また、育んだ年数よりも更に長く生き続けると見るべき所見を私は体験している。


サワラ
<樹種>
◎ヒノキ科ヒノキ属
<形態>
サワラは日本特産のヒノキ科の常緑高木、木曽五木の一つで、葉は桧に似ているが形が少し違っていて葉の先が、尖っていて人の手を開いたような形、高さは30m位、直径2m以上に及ぶ木もある。
裏面には白い蟻粉がある。雌雄同株4月頃に小枝の先に開花する。
<分布>
林業上重要な樹木で東北〜九州まで分布している。
<性質>
火・湿に強い木で昔から桶や浴槽に使われ、建築 建具 器具、箱等の他、用途は広い。
雨に強いので外部使用に適している。
年数が100年を越す位になると芯材の部分が多くなり、色は山吹色になる。
加工がしやすく人との関わりが古い木である。
<用途>
造作材、建具材、家具材、器具、箱材等。
<付言>
サワラ材を建具に使ったり、一般的ではないが割板にして割はだを見せて使う野根板と言うのがある。
加工のしやすい木で香りも良く扱い易い。
但し、構造材の梁などには力が弱いので不向きである。
保湿性、調温性が良いので断熱材の役目もする為、壁、天井板等に有効である。


カヤ
<樹種>
いちい科、いちい属◎常緑高木、又は藻木、雌雄異株
<形態>
高さは30m位、直径2m以上に及ぶ常緑の照葉 樹葉の長さが3p位で細長い形で先が針のようにとがっていてさわるとチクチクする。

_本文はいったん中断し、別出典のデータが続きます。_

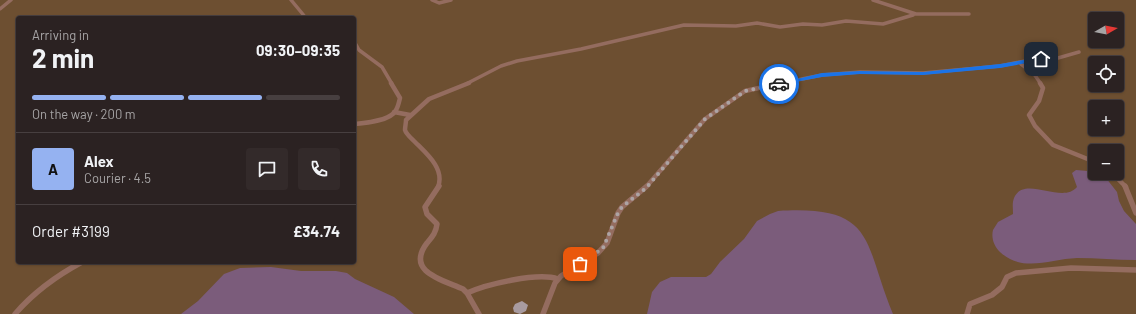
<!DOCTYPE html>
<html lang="en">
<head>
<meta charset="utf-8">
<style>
  body { margin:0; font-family:Barlow,sans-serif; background:#332a2a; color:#f1f3f6; height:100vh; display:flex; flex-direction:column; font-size:15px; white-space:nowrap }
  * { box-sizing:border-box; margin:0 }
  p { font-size:13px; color:#a6a4a5 }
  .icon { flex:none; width:22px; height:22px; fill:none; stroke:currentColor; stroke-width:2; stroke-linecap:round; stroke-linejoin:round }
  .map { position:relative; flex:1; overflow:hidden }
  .details { position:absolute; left:16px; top:16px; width:340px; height:248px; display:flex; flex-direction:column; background:#2b2222; border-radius:4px; box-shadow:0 1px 3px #0004,0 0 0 1px #473f40 }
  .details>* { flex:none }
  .needle { width:26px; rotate:81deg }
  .tools { position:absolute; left:1088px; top:12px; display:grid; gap:8px }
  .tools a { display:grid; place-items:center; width:36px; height:36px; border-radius:4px; background:#2b2222; box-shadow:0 1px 3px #0004,0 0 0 1px #473f40; font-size:20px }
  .pin { position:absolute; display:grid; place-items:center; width:34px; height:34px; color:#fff; margin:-17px; border-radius:8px; box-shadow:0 2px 6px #0006 }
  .courier { position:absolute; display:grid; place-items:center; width:40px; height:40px; margin:-20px; border:3px solid #1a73e8; border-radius:50%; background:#fff; color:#222; box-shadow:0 1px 5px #0007 }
  .summary em { font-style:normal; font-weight:700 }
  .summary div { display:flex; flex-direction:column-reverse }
  .summary { display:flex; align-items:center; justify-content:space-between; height:68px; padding:0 16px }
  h1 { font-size:26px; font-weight:700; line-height:30px }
  .bar { display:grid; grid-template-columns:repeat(4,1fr); gap:6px 4px; align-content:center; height:48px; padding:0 16px }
  .bar i { height:5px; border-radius:3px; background:#473f40 }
  .bar .selected { background:#95b2f1 }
  .bar p { grid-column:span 4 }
  .line { display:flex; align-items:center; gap:10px; padding:0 16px; border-top:1px solid #473f40 }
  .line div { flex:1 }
  .round { display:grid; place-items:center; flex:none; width:42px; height:42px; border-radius:4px; background:#332a2a }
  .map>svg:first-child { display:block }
</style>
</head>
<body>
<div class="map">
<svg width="1136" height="314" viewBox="0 0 1136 314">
  <rect width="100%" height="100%" fill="#392d2e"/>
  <!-- green -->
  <path fill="#6d4f31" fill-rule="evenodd" d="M0 0H1136V314H0ZM18 18H354V262H18ZM1095 19H1117V41H1095ZM1095 63H1117V85H1095ZM1095 107H1117V129H1095ZM1095 151H1117V173H1095Z"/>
  <!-- water -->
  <path fill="#7b5c7b" d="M1076 170 1088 171 1106 178 1117 192 1119 201 1124 211 1136 224V260C1116 260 1097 258 1077 258 1050 259 1023 273 1000 252 994 246 991 238 993 230L998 222 1013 214C1013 208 1012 203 1014 198 1024 174 1062 205 1077 187L1072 173Z
    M778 211C877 205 863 242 893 314H647L652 292 660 282 671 277H706L711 274 720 262 744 239 757 221 770 214Z
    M271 267 301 271H336L347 273 355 279 394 297 414 314H181L198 301 224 274 240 268Z"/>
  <!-- building -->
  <path fill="#a89ba0" d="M522 301 528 305 526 311 520 314 514 312 513 308 515 304Z"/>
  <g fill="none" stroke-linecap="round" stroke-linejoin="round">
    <!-- lane-far2 -->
    <path stroke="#946c5f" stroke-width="3.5" d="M291 0 306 18
      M432 0 439 3 451 0
      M873 0 916 14H969
      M0 9 11 0
      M354 41 359 50 382 67 392 84
      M1021 64 1034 74 1041 84
      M466 84 501 66 517 61 581 49 684 25 736 26 757 23 780 27 803 24 822 25 846 21 883 24 913 15
      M777 84 822 75 860 72 923 73 1000 66 1035 59 1058 58 1079 52"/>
    <!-- lane-far1 -->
    <path stroke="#946c5f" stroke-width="4.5" d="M1040 83 1043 88 1039 101 1029 115 1035 126 1053 145 1095 162
      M394 112 410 115
      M354 124C365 123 391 121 396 110 398 107 399 102 400 98L391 83
      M1112 173 1126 187
      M438 187C445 169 427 154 415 142 412 139 406 134 405 130 405 127 406 123 406 120L429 99 469 83
      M646 187 705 119 745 91 782 83"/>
    <!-- lane -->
    <path stroke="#946c5f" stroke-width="5.5" d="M439 186 425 207 427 214 437 224C436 233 432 237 427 243 405 272 443 280 463 289L467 293 479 314
      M1125 186 1136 213
      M467 293C487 284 538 272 558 279
      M15 314C34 292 56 276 82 262
      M543 314 555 283 561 276 598 253 607 243 618 213 622 207 647 186
      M967 314 970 304 992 295 1002 287 1007 277 1016 273 1071 268 1136 270"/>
  </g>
  <!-- route -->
  <path fill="#1a73e8" d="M1041 57 1043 58V60L1000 68 923 75 860 74 822 77 779 85 776 84 822 73 860 71 923 72 1000 64Z"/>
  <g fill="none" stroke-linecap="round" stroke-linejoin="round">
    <!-- done -->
    <path stroke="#ada4a4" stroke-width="4" stroke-dasharray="0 7.2" d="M580 264 603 248 618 213 622 207 646 188 705 119 745 91 779 84"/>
  </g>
</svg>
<div class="tools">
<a><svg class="needle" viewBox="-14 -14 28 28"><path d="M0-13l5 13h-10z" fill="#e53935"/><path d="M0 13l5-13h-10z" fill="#a6a4a5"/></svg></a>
<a><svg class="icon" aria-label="locate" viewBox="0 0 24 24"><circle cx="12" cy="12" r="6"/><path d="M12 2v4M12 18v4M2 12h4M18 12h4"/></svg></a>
<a>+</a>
<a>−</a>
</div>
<div class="pin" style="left:580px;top:264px;background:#ea580c"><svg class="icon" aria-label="bag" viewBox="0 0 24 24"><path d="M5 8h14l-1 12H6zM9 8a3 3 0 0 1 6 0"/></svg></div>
<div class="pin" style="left:1041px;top:59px;background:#1f2937"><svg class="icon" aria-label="home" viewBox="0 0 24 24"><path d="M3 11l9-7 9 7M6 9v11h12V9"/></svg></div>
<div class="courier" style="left:779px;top:84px"><svg class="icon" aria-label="car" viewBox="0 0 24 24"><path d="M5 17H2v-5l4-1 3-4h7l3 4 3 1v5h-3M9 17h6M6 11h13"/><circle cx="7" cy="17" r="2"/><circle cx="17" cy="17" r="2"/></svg></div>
<section class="details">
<div class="summary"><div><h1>2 min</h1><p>Arriving in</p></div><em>09:30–09:35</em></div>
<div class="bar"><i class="selected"></i><i class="selected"></i><i class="selected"></i><i></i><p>On the way · 200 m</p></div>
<div class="line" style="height:72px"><b class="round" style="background:#95b2f1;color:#111">A</b><div><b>Alex</b><p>Courier · 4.5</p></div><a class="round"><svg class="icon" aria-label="chat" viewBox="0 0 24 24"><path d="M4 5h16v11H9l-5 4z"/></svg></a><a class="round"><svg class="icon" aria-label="phone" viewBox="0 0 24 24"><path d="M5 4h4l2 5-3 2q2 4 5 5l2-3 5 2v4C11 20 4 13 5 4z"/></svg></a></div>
<div class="line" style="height:52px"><div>Order #3199</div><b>£34.74</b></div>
</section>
</div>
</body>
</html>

樹皮は杉に似たようなタテ割れのもようで灰褐色をしている。
枝は左右同じ位置に出る他種では見られない独特の枝振りである。
<分布>
北は岩手県くらいまで。
本州、九州、四国、斎洲島(韓国)、サハリン、千島列島、アムール、オホーツクの寒帯に広く分布している、南限は鹿児島県南隅山
<性質>
日陰にかなり強い木で大木の下でも枯れずに育つ。
水湿に強く弾力性にも富む。
心材と辺材の区別はハッキリしない。
黄白色で素晴らしい香気がある。
育ちは鈍い。
比重は重く加工性に富む昔から数の少ない木。
この木で作った碁盤は石を打っても肩が凝らずへこみも元に戻る特性があるとして碁打ちには好まれる。
耐シロアリ性に強く、色艶も抜群の木である。
<用途>
建築では、土台、床の間材とその回りの材、装飾材、碁盤、外部造作物、浴室用材、彫刻材、珠算の玉、工芸用材と用途は広い。
<付言>
意外と知られていないのは漢方として古来より使用されていた事であろう。
食用油、整髪油、塗料。
又、内臓の特効薬として胃腸その他に良く効くといわれ葉も実も糖尿病などに良く効く。
カヤの語源は、青い葉をくべて蚊取りをしたからだと一説では言われる。